== Required action ==
Start at the line with "1294px,417px 1338px,384px 1394px,369px" in the records below, stop at the line with "1370px,67px 1390px,46px 1454px,0", and return every line in that span exactly, the two end lines included.

-- Opening Marker --

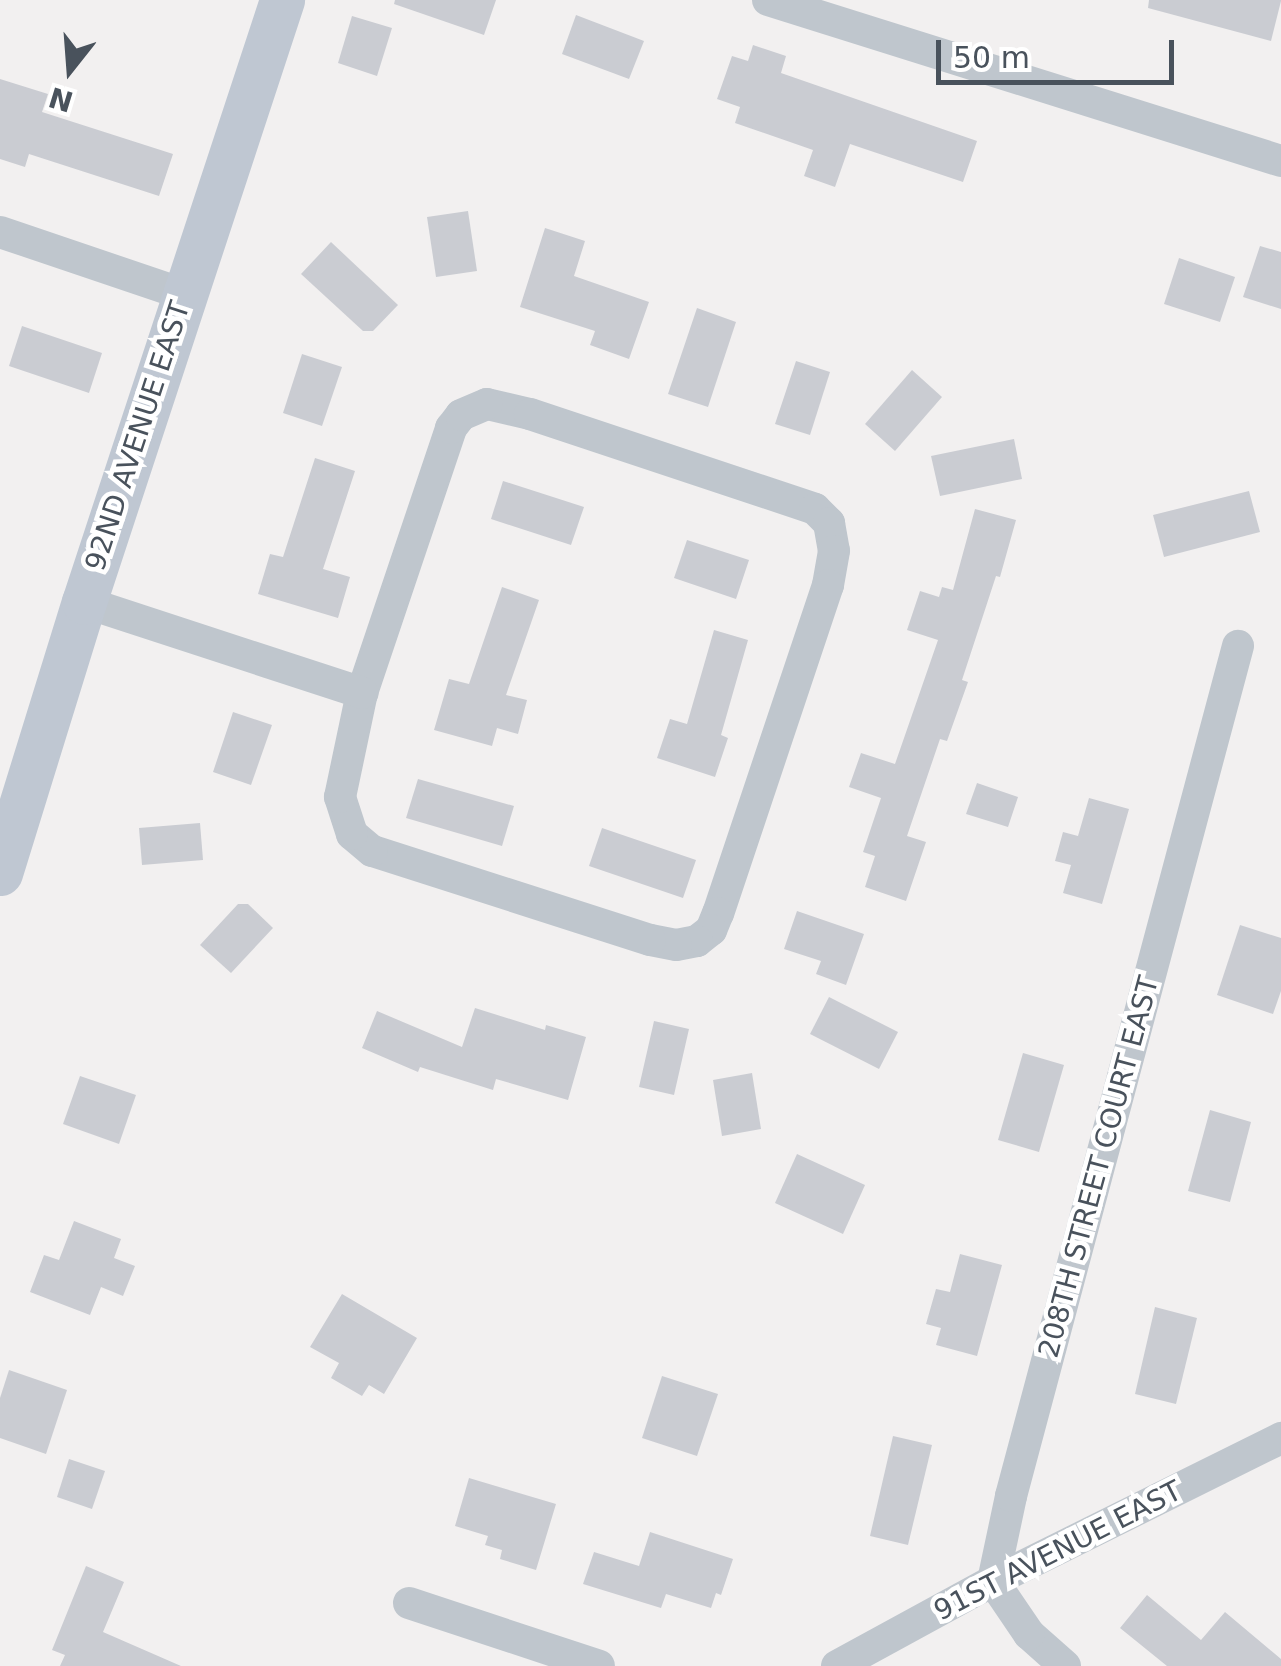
<!DOCTYPE html>
<style>
body{margin:0}
#map{position:relative;width:1281px;height:1666px;overflow:hidden;background:#f2f0f0;font-family:"DejaVu Sans",sans-serif}
div>[style]{position:absolute}
.building>*{inset:0;background:#caccd2}
.street>*{height:32px;margin:-16px;padding:0 16px;transform-origin:16px;border-radius:16px;background:#bfc6cd}
.secondary>*{height:45px;margin:-22.5px;padding:0 22.5px;transform-origin:22.5px;border-radius:22.5px;background:#bfc7d2}
span{translate:-50% -50%;white-space:nowrap;text-align:center;line-height:1.15;-webkit-text-stroke:9px #fff;paint-order:stroke}
.street-label{font-size:28px;color:#49525c}
.north{position:absolute;left:20px;top:20px;width:100px;height:100px;-webkit-text-stroke:8px #fff;paint-order:stroke;rotate:197deg;font-size:28px;font-weight:700;line-height:40px;text-align:center;color:#49525c}
.north::after{content:'';display:block;margin:auto;width:35px;height:45px;background:#49525c;clip-path:polygon(50% 0,100% 100%,50% 72%,0 100%)}
.scale{position:absolute;left:936px;top:40px;width:238px;height:45px;box-sizing:border-box;border:5px solid #49525c;border-top:0;padding-left:12px;font-size:30px;line-height:35px;white-space:nowrap;color:#49525c;-webkit-text-stroke:8px #fff;paint-order:stroke}
</style>
<div id="map">
<div class="building">
<i style="clip-path:polygon(395px 0,496px 0,484px 35px,394px 4px)"></i>
<i style="clip-path:polygon(1149px 0,1281px 0,1281px 1px,1271px 41px,1148px 8px)"></i>
<i style="clip-path:polygon(576px 15px,644px 41px,629px 79px,562px 54px)"></i>
<i style="clip-path:polygon(352px 16px,392px 28px,377px 76px,338px 63px)"></i>
<i style="clip-path:polygon(753px 45px,786px 56px,781px 73px,977px 141px,963px 182px,850px 144px,835px 187px,804px 176px,813px 150px,735px 123px,740px 107px,717px 99px,732px 56px,748px 61px)"></i>
<i style="clip-path:polygon(0 79px,48px 94px,42px 112px,173px 154px,159px 196px,29px 154px,25px 167px,0 159px)"></i>
<i style="clip-path:polygon(468px 211px,477px 271px,436px 277px,427px 217px)"></i>
<i style="clip-path:polygon(545px 228px,585px 241px,574px 276px,649px 302px,629px 359px,590px 345px,595px 331px,520px 307px)"></i>
<i style="clip-path:polygon(331px 242px,398px 305px,373px 331px,363px 331px,301px 274px)"></i>
<i style="clip-path:polygon(1260px 246px,1281px 252px,1281px 309px,1243px 297px)"></i>
<i style="clip-path:polygon(1179px 258px,1235px 277px,1220px 322px,1164px 304px)"></i>
<i style="clip-path:polygon(697px 308px,736px 322px,708px 407px,668px 394px)"></i>
<i style="clip-path:polygon(22px 326px,102px 353px,89px 393px,9px 366px)"></i>
<i style="clip-path:polygon(302px 354px,342px 367px,322px 426px,283px 413px)"></i>
<i style="clip-path:polygon(796px 361px,830px 372px,810px 435px,775px 424px)"></i>
<i style="clip-path:polygon(912px 370px,942px 397px,895px 451px,865px 424px)"></i>
<i style="clip-path:polygon(1014px 439px,1022px 479px,940px 496px,931px 456px)"></i>
<i style="clip-path:polygon(315px 458px,355px 471px,323px 569px,350px 577px,338px 618px,258px 594px,270px 554px,283px 557px)"></i>
<i style="clip-path:polygon(503px 481px,584px 507px,571px 545px,491px 519px)"></i>
<i style="clip-path:polygon(1249px 491px,1260px 532px,1164px 557px,1153px 515px)"></i>
<i style="clip-path:polygon(975px 509px,1016px 520px,1000px 577px,996px 576px,962px 680px,968px 682px,947px 741px,940px 739px,907px 836px,926px 842px,906px 901px,865px 887px,875px 856px,863px 852px,881px 798px,849px 787px,861px 753px,895px 764px,938px 640px,907px 630px,920px 591px,939px 597px,942px 587px,953px 590px)"></i>
<i style="clip-path:polygon(687px 540px,749px 560px,736px 599px,674px 578px)"></i>
<i style="clip-path:polygon(502px 587px,539px 600px,506px 695px,527px 700px,518px 734px,497px 728px,492px 746px,434px 730px,449px 679px,469px 684px)"></i>
<i style="clip-path:polygon(714px 630px,748px 640px,721px 735px,728px 738px,715px 777px,657px 758px,670px 719px,687px 724px)"></i>
<i style="clip-path:polygon(233px 712px,272px 725px,251px 785px,213px 772px)"></i>
<i style="clip-path:polygon(418px 779px,514px 806px,502px 846px,406px 818px)"></i>
<i style="clip-path:polygon(977px 783px,1018px 797px,1008px 827px,966px 814px)"></i>
<i style="clip-path:polygon(1089px 798px,1129px 809px,1102px 904px,1063px 893px,1071px 865px,1055px 861px,1063px 832px,1078px 836px)"></i>
<i style="clip-path:polygon(200px 823px,203px 860px,142px 865px,139px 828px)"></i>
<i style="clip-path:polygon(602px 828px,696px 860px,683px 898px,589px 866px)"></i>
<i style="clip-path:polygon(238px 904px,248px 904px,273px 928px,231px 973px,200px 945px)"></i>
<i style="clip-path:polygon(797px 911px,864px 934px,846px 985px,816px 974px,821px 961px,784px 949px)"></i>
<i style="clip-path:polygon(1240px 925px,1281px 938px,1281px 991px,1273px 1014px,1217px 995px)"></i>
<i style="clip-path:polygon(829px 997px,898px 1032px,879px 1069px,810px 1034px)"></i>
<i style="clip-path:polygon(475px 1008px,545px 1030px,546px 1025px,586px 1037px,568px 1100px,496px 1079px,493px 1090px,420px 1067px,418px 1072px,362px 1048px,377px 1011px,462px 1047px)"></i>
<i style="clip-path:polygon(654px 1021px,689px 1029px,674px 1095px,639px 1087px)"></i>
<i style="clip-path:polygon(1023px 1053px,1064px 1065px,1039px 1152px,998px 1140px)"></i>
<i style="clip-path:polygon(752px 1073px,761px 1129px,722px 1136px,713px 1080px)"></i>
<i style="clip-path:polygon(80px 1076px,136px 1095px,119px 1144px,63px 1124px)"></i>
<i style="clip-path:polygon(1210px 1110px,1251px 1122px,1230px 1202px,1188px 1191px)"></i>
<i style="clip-path:polygon(797px 1154px,865px 1185px,843px 1234px,775px 1203px)"></i>
<i style="clip-path:polygon(74px 1221px,121px 1239px,114px 1258px,135px 1266px,123px 1296px,101px 1287px,90px 1315px,30px 1292px,44px 1255px,59px 1260px)"></i>
<i style="clip-path:polygon(960px 1254px,1002px 1265px,977px 1356px,936px 1345px,941px 1328px,926px 1324px,936px 1289px,950px 1292px)"></i>
<i style="clip-path:polygon(342px 1294px,417px 1338px,384px 1394px,369px 1385px,362px 1396px,331px 1378px,339px 1363px,310px 1347px)"></i>
<i style="clip-path:polygon(1155px 1307px,1197px 1318px,1176px 1404px,1135px 1394px)"></i>
<i style="clip-path:polygon(9px 1370px,67px 1390px,46px 1454px,0 1438px,0 1398px)"></i>
<i style="clip-path:polygon(662px 1376px,718px 1394px,697px 1456px,642px 1438px)"></i>
<i style="clip-path:polygon(893px 1436px,932px 1445px,908px 1545px,870px 1536px)"></i>
<i style="clip-path:polygon(69px 1459px,105px 1471px,92px 1509px,57px 1497px)"></i>
<i style="clip-path:polygon(469px 1478px,556px 1504px,536px 1570px,500px 1559px,502px 1550px,485px 1545px,488px 1536px,455px 1526px)"></i>
<i style="clip-path:polygon(650px 1532px,733px 1559px,721px 1595px,716px 1593px,711px 1608px,666px 1594px,661px 1608px,583px 1584px,594px 1552px,639px 1566px)"></i>
<i style="clip-path:polygon(86px 1566px,124px 1582px,103px 1632px,181px 1666px,60px 1666px,65px 1655px,52px 1650px)"></i>
<i style="clip-path:polygon(1147px 1595px,1201px 1640px,1225px 1612px,1281px 1659px,1281px 1666px,1167px 1666px,1120px 1628px)"></i>
</div>
<div class="street">
<i style="left:768px;top:0;width:538px;rotate:17.42deg"></i>
<i style="left:0;top:232px;width:193px;rotate:18.7deg"></i>
<i style="left:487px;top:404px;width:44px;rotate:13.1deg"></i>
<i style="left:530px;top:414px;width:300px;rotate:18.4deg"></i>
<i style="left:815px;top:509px;width:20px;rotate:45deg"></i>
<i style="left:829px;top:523px;width:28px;rotate:80deg"></i>
<i style="left:834px;top:551px;width:35px;rotate:100deg"></i>
<i style="left:828px;top:585px;width:346px;rotate:108.5deg"></i>
<i style="left:718px;top:913px;width:18px;rotate:112deg"></i>
<i style="left:711px;top:930px;width:18px;rotate:142deg"></i>
<i style="left:697px;top:941px;width:21px;rotate:169deg"></i>
<i style="left:676px;top:945px;width:26px;rotate:-169deg"></i>
<i style="left:650px;top:940px;width:292px;rotate:-162.2deg"></i>
<i style="left:372px;top:851px;width:26px;rotate:-140deg"></i>
<i style="left:352px;top:834px;width:39px;rotate:-108deg"></i>
<i style="left:340px;top:797px;width:106px;rotate:-78.1deg"></i>
<i style="left:362px;top:693px;width:280px;rotate:-71.4deg"></i>
<i style="left:451px;top:428px;width:16px;rotate:-52deg"></i>
<i style="left:461px;top:415px;width:28px;rotate:-23deg"></i>
<i style="left:84px;top:602px;width:293px;rotate:18.1deg"></i>
<i style="left:409px;top:1603px;width:200px;rotate:18.3deg"></i>
<i style="left:837px;top:1666px;width:178px;rotate:-28.6deg"></i>
<i style="left:993px;top:1581px;width:322px;rotate:-26.4deg"></i>
<i style="left:1065px;top:1666px;width:48px;rotate:-138.4deg"></i>
<i style="left:1029px;top:1634px;width:64px;rotate:-124.2deg"></i>
<i style="left:993px;top:1581px;width:87px;rotate:-78deg"></i>
<i style="left:1011px;top:1496px;width:880px;rotate:-75.05deg"></i>
</div>
<div class="secondary">
<i style="left:0;top:873px;width:284px;rotate:-72.8deg"></i>
<i style="left:84px;top:602px;width:634px;rotate:-71.79deg"></i>
</div>
<div class="street-label">
<span style="left:138px;top:436px;rotate:-72deg">92ND AVENUE EAST</span>
<span style="left:1099px;top:1167px;rotate:-75deg">208TH STREET COURT EAST</span>
<span style="left:1058px;top:1551px;rotate:-27deg">91ST AVENUE EAST</span>
</div>
<div class="north">N</div>
<div class="scale">50 m</div>
</div>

-- Closing Marker --

== Your response ==
<i style="clip-path:polygon(342px 1294px,417px 1338px,384px 1394px,369px 1385px,362px 1396px,331px 1378px,339px 1363px,310px 1347px)"></i>
<i style="clip-path:polygon(1155px 1307px,1197px 1318px,1176px 1404px,1135px 1394px)"></i>
<i style="clip-path:polygon(9px 1370px,67px 1390px,46px 1454px,0 1438px,0 1398px)"></i>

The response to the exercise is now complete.